Rio - Cauã Reymond quer se casar em dois anos, ter muitos filhos e uma família bem unida, ao contrário da sua. Seus pais se separaram quando tinha 2 anos. A mãe, então na onda hippie, aos 18 anos, lhe deu o nome que quer dizer ‘filho do sol’ em havaiano. Aprendeu a surfar em Camboriú (SC), onde morou com o pai, dos 14 aos 18. O “bunda-mole” que nem jogava futebol no Rio, seguiu o pai-surfista-lutador de jiu-jítsu e psicólogo: aprendeu a surfar, ganhou orelhas de couve-flor como bicampeão brasileiro de jiu-jítsu — depois foi campeão americano — e, óbvio, nunca mais abandonou a análise.
Confira mais fotos de Cauã!
“Tenho desejo de ter uma família unida. Nunca fiquei mais de dois anos numa escola”, lamenta. E se corrige. “Mas já passei da fase de reclamar, estou na fase de construir”, diz o Bolinha, que comia oito bananas amassadas quando bebê e falou “carro” antes mesmo de “mamãe” e “papai”. Aos 18 anos, virou modelo e tentou a vida em Milão, Paris e Nova Iorque, onde também dava aulas de jiu-jítsu e pintou até parede do curso de Cinema que fazia em troca da bolsa de estudos.
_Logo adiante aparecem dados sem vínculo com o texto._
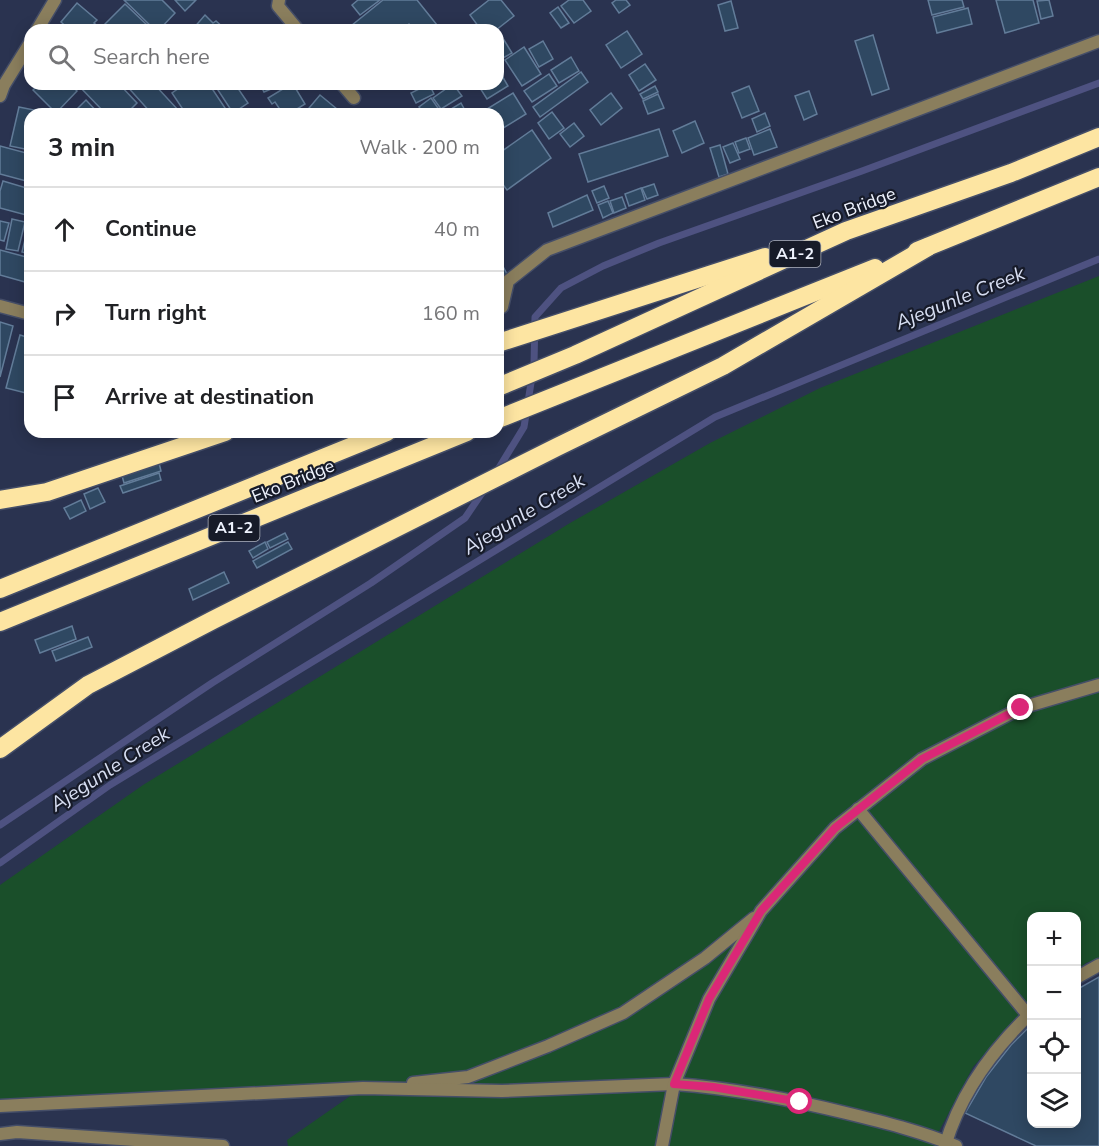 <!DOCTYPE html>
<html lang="en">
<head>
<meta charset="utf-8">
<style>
	body { margin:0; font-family:"Nunito Sans",sans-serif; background:#f6f6f6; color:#202124 }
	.controls { position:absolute; right:18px; bottom:18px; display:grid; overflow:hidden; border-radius:12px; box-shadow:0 3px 15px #0003 }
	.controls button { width:54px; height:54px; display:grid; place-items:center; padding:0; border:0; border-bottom:2px solid #e0e0e0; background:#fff; color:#202124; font:30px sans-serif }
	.stop { position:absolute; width:18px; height:18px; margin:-14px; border:4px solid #db2777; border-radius:50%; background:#fff }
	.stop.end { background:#db2777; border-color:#fff; box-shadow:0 2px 6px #0008 }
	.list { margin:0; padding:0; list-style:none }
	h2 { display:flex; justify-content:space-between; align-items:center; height:78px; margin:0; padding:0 24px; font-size:26px }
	h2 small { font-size:20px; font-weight:400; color:#757577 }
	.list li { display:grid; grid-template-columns:39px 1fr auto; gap:18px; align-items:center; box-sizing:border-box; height:84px; padding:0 24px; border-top:2px solid #e0e0e0 }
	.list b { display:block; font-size:22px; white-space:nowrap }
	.list em { font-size:20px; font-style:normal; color:#757577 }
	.icon { flex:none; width:33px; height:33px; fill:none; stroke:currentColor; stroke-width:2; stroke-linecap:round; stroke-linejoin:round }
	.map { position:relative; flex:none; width:1099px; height:1146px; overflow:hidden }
	.search { position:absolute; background:#fff; box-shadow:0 3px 15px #0003; left:24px; top:24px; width:480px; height:66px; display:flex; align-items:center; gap:15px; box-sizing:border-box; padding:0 21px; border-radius:18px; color:#757577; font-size:22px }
	.panel { position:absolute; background:#fff; box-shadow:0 3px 15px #0003; left:24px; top:108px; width:480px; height:330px; border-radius:18px }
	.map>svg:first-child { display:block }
</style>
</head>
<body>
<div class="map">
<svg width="1099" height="1146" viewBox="0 0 1099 1146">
	<rect width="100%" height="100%" fill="#2a3350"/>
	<polygon fill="#1a4f2a" points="1099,276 1099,958 1086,963 1077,970 1076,916 1032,916 1031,1003 1024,1009 973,1067 937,1135 935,1146 288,1146 287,1140 369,1083 0,1101 0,885 143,785 570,523 710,443 820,388"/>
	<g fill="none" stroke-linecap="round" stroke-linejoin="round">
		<g stroke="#4e5281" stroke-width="7">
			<polyline points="497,471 524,427 534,364 535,317 561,288 603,266 659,243 862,171 1099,83"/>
			<polyline points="0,825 212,683 371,583 465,518 484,490"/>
			<polyline points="0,863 110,785 715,417 1099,259"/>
		</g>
	</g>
	<g fill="#2f4862" stroke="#627c99" stroke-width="1.5">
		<polygon points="124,0 162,0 175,13 159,30 155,30"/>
		<polygon points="175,0 196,0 185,11"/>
		<polygon points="358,0 380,0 360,15 352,5"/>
		<polygon points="383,0 417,0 441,30 414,30 409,24 400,30 346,30"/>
		<polygon points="489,0 501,0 514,16 496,30 481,30 470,15"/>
		<polygon points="569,0 583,0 591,11 574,23 561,6"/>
		<polygon points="616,0 626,0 630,5 619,13 612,3"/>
		<polygon points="928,0 962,0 964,7 932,15"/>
		<polygon points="996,0 1033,0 1039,23 1005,33"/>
		<polygon points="1049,0 1053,16 1041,19 1037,1"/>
		<polygon points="731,1 738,28 725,31 718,5"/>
		<polygon points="77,3 97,20 94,23 102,30 70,30 61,22"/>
		<polygon points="125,4 147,25 141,30 111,30 105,24"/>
		<polygon points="558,7 569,23 561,28 550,13"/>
		<polygon points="968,8 972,24 937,33 933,17"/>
		<polygon points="205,15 213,23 216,21 226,30 192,30"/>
		<polygon points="627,31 642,54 621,68 606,45"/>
		<polygon points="873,35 889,89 872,95 855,41"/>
		<polygon points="504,40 512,53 501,59 498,55 498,44"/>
		<polygon points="543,41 553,59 539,67 529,49"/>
		<polygon points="524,47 541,74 522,86 505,60"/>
		<polygon points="571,57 579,71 559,83 551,70"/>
		<polygon points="645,64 656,80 639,91 629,75"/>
		<polygon points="581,72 588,82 540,117 533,107"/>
		<polygon points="501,74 508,86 487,99 480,88 486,84 498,84 498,76"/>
		<polygon points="549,74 557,86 532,102 524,91"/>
		<polygon points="39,84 70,84 77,91 56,113 33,90"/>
		<polygon points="77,84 119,84 137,103 126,114 106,114"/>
		<polygon points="125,84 154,84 180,112 152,114"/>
		<polygon points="185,84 209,84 229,114 186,114 172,93"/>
		<polygon points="214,84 235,84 248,103 233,113"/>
		<polygon points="260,84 283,84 264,92"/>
		<polygon points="291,84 293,84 305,104 289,114 283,114 275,102 272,104 268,98"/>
		<polygon points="429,84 434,94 416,103 411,93"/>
		<polygon points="453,84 462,96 441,109 433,98"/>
		<polygon points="655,86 658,92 643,99 640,94"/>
		<polygon points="749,86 759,111 742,118 732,93"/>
		<polygon points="809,91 817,114 804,120 795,96"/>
		<polygon points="513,93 526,114 500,130 498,114 490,114 487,109"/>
		<polygon points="611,93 622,108 601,125 590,110"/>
		<polygon points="658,94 664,108 648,114 643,101"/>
		<polygon points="320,95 343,114 304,114"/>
		<polygon points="431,98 440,111 437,114 424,114 419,107"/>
		<polygon points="86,100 99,114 72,114"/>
		<polygon points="461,103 467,114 447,114 446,112"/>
		<polygon points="19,107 39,111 38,114 30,114 30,150 10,146"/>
		<polygon points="552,112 564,128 549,139 538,123"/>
		<polygon points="765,113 770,126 757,132 752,119"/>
		<polygon points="695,121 704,143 682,153 673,131"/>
		<polygon points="574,123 584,136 570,147 560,134"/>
		<polygon points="659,129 668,156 588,182 579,154"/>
		<polygon points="770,129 777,147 754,155 748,138"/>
		<polygon points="532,130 551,158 507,190 498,178 498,154"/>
		<polygon points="746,138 750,149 739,153 735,142"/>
		<polygon points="733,143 740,159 730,163 723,147"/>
		<polygon points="720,145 728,174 719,177 710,148"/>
		<polygon points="0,146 30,154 30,182 0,174"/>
		<polygon points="3,181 30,189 30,216 0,208 0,191"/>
		<polygon points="654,184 658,195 647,199 642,188"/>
		<polygon points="604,186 609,198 597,203 592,191"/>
		<polygon points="641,188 645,200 629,206 625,194"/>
		<polygon points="587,195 593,210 553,227 548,213"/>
		<polygon points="622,197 626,208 614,213 610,201"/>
		<polygon points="608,201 613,213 603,218 598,205"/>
		<polygon points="12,219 25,222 18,251 6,249"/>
		<polygon points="0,221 9,223 4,241 0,240"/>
		<polygon points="27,231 30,231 30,254 22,252"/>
		<polygon points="0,250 30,258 25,282 0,275"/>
		<polygon points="498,257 507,274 498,282"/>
		<polygon points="0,322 13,326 0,377"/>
		<polygon points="20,335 30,338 30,394 6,388"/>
		<polygon points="158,459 161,471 124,483 121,472"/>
		<polygon points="159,473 161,480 123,493 120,486"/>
		<polygon points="98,488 105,502 90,509 84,494"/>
		<polygon points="81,500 86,511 70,519 64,508"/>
		<polygon points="285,533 288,539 270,548 267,542"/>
		<polygon points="265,542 268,549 253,558 249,551"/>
		<polygon points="288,542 292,549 257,568 253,561"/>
		<polygon points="224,572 229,583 193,600 189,589"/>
		<polygon points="72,626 76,639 40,653 35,640"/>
		<polygon points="88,637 92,647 56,661 52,651"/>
		<polygon points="1099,977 1099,1146 1036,1146 965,1113 986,1077 1011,1045 1032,1024 1032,1124 1076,1124 1076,990"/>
	</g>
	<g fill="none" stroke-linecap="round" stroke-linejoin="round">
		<defs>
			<g id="service">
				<polyline points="858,809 1028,1015"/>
				<polyline points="1076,978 1099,965"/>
				<path d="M 674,1084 C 732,1088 789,1099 846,1113 C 883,1122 920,1131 956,1146"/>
				<path d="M 945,1146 C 960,1094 993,1049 1032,1012"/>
			</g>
			<g id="minor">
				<polyline points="279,0 278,6 298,30"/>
				<polyline points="37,30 55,0"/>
				<polyline points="342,84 354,98"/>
				<polyline points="0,96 4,85 30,43"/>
				<polyline points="0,306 30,314"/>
				<polyline points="502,307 508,281 547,250 1099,41"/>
				<polyline points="413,1083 468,1077 548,1046 623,1013 705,958 754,918"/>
				<polyline points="0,1106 363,1088 502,1091 674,1084"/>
				<polyline points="0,1134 17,1132 223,1146"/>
				<polyline points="662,1146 674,1084 709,999 761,911 835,828 922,759 1021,708 1099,685"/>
			</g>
			<g id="motorway">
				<polyline points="917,251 1099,177"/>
				<polyline points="498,343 765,257"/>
				<polyline points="498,387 575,355 846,231 1011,173 1099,137"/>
				<polyline points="498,419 875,268"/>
				<polyline points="0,500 47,492 225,432"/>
				<polyline points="0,589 387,432"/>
				<polyline points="0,622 467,432"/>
				<polyline points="0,749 88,685 213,620 557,447 723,366 928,247"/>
			</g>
		</defs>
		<use href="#service" stroke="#454e68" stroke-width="15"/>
		<use href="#minor" stroke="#454e68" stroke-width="15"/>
		<use href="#motorway" stroke="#454e68" stroke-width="21"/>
		<use href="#service" stroke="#8a7e5d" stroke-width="12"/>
		<use href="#minor" stroke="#8a7e5d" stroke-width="12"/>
		<use href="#motorway" stroke="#fde5a2" stroke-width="18"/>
	</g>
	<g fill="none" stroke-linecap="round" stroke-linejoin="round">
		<polyline stroke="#db2777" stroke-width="8" points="800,1102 713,1087 674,1084 709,999 761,911 835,828 922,759 1021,708"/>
	</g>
	<g text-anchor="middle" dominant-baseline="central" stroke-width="4.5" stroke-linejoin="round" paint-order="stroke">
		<g fill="#171b29" stroke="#aeb2bd" stroke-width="1.5">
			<rect x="769.5" y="241" width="51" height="26" rx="4.5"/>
			<rect x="208.5" y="515" width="51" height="26" rx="4.5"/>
		</g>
		<g font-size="16" font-weight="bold" fill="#eef2fd">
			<text x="795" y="254">A1-2</text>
			<text x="234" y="528">A1-2</text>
		</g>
		<g font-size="18" fill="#eef2fd" stroke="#171b29">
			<text transform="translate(854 208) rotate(-21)">Eko Bridge</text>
			<text transform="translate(293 481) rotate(-22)">Eko Bridge</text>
		</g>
		<g font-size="20" font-style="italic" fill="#d7def2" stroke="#171b29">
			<text transform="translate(960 298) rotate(-22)">Ajegunle Creek</text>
			<text transform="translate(524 514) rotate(-31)">Ajegunle Creek</text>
			<text transform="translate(110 769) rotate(-33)">Ajegunle Creek</text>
		</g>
	</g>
</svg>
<div class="controls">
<button>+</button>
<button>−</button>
<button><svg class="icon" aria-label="locate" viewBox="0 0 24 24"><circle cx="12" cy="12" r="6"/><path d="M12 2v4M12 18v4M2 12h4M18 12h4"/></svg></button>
<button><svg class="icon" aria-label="layers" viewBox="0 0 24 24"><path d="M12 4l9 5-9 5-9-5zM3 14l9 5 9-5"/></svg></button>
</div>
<div class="stop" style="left:800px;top:1102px"></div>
<div class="stop end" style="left:1021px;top:708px"></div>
<div class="search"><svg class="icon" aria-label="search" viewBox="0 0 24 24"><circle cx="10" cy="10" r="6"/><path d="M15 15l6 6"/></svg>Search here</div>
<section class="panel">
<h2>3 min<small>Walk · 200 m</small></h2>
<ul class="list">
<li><svg class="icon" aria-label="ahead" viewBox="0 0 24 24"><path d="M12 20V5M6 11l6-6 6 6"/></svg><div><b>Continue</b></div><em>40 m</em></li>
<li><svg class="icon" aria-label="right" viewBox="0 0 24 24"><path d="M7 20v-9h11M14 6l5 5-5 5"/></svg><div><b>Turn right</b></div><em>160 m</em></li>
<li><svg class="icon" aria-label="arrive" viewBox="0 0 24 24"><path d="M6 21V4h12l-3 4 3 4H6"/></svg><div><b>Arrive at destination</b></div></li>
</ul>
</section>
</div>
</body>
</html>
Da mãe astróloga, herdou um vício: mapa astral. Já trocou até de contador e diz que as finanças melhoraram por seguir as previsões. “Taurino é materialista. Gosta de coisa durável. Coisa que não quebra. Traz segurança”, explica. Coisas sólidas, “poucas e boas”. O smoking dos bailes de debutante de quando era o Maumau de ‘Malhação’ já se foi. Hoje, usa o Hugo Boss, herdado do figurino de uma peça. TV, só tem uma. Sapatos legais, tem um Versace e outro sem marca, seu preferido. “Não sou pão-duro. Mas também não precisa gastar com supérfluo. Prefiro uma boa viagem”. A namorada o ajuda a se reciclar. “Tinha um celular tijolão até outro dia. Esse novo, foi a Grazi quem me deu”.
A disciplina física foi abandonada por dois meses para fazer o filme ‘Se Nada Mais Der Certo’, de José Eduardo Belmonte, no qual é um jornalista falido que vira estelionatário. “Fumei Marlboro dois meses, não malhei, me despi da vaidade e da saúde. Às vezes, malhar dá sanidade”. Vê se encara: ele faz natação, musculação, pedala no Recreio e corre na areia. A cicatriz do rosto não é do jiu-jítsu, e sim por ter caído de cara numa mesa de mármore depois de um tombo de skate.
Regrado na alimentação, para manter os 76 kg em 1,82 m, Cauã se permite alguns brigadeiros, compensados com cápsulas de clorela — alga desintoxicante —, ômega 3 e multivitamínicos. Assume-se vaidoso, diz que seu ponto forte são as costas largas. Toma florais para melhorar a rinite e gosta de acupuntura. Fã de sushi, tem fornecedor de peixe fresco. E se orgulha da horta que cultiva na varanda do apartamento, onde planta hortelã, cheiro verde, boldo, cebolinha e afins. De manhã, toma um copão de suco de luz do sol, mistura que leva maçã, inhame, agrião e clorela.
A saúde ajuda na ‘química’ cênica com as atrizes. “O Halley vai do Gato de Botas, de ‘Shrek’, ao Lobo Mau”, ri Cauã, que jura não se constranger em cenas como a do sexo no chuveiro com Lara (Mariana Ximenes) ou as com a atrevida Céu (Deborah Secco). “Cenas insinuadas são mais quentes. O erótico é mais bonito que o pornográfico”. Deborah faz coro. “Nossas cenas têm sempre surpresa e uma química boa. Ele é muito entregue”, ressalta.
Nem sempre foi assim. Vera Holtz,citada por Cauã como referência, e que contratava os serviços do garoto de programa que fazia em ‘Belíssima’, entrega. “Ele queria que fosse beijo técnico, mas não sabia como me falar por causa da falta de intimidade e da timidez dele. Era uma preocupação quase feminina dele”, ri Vera.
Fã de ‘O Último Tango em Paris’,‘Piratas do Caribe’ — “Me divirto com minha irmã” — e ‘Paciente Inglês’ — “Choro muuuito” —, para viver Halley se inspirou em ‘Acossado’. “Não me considero chato, mas determinado. Em casa, sou muito bem-humorado”, reconsidera. Seu lema poderia ser o que criou quando Halley pede humildade. “É bola na grama, hein, amor”. Sem salto alto.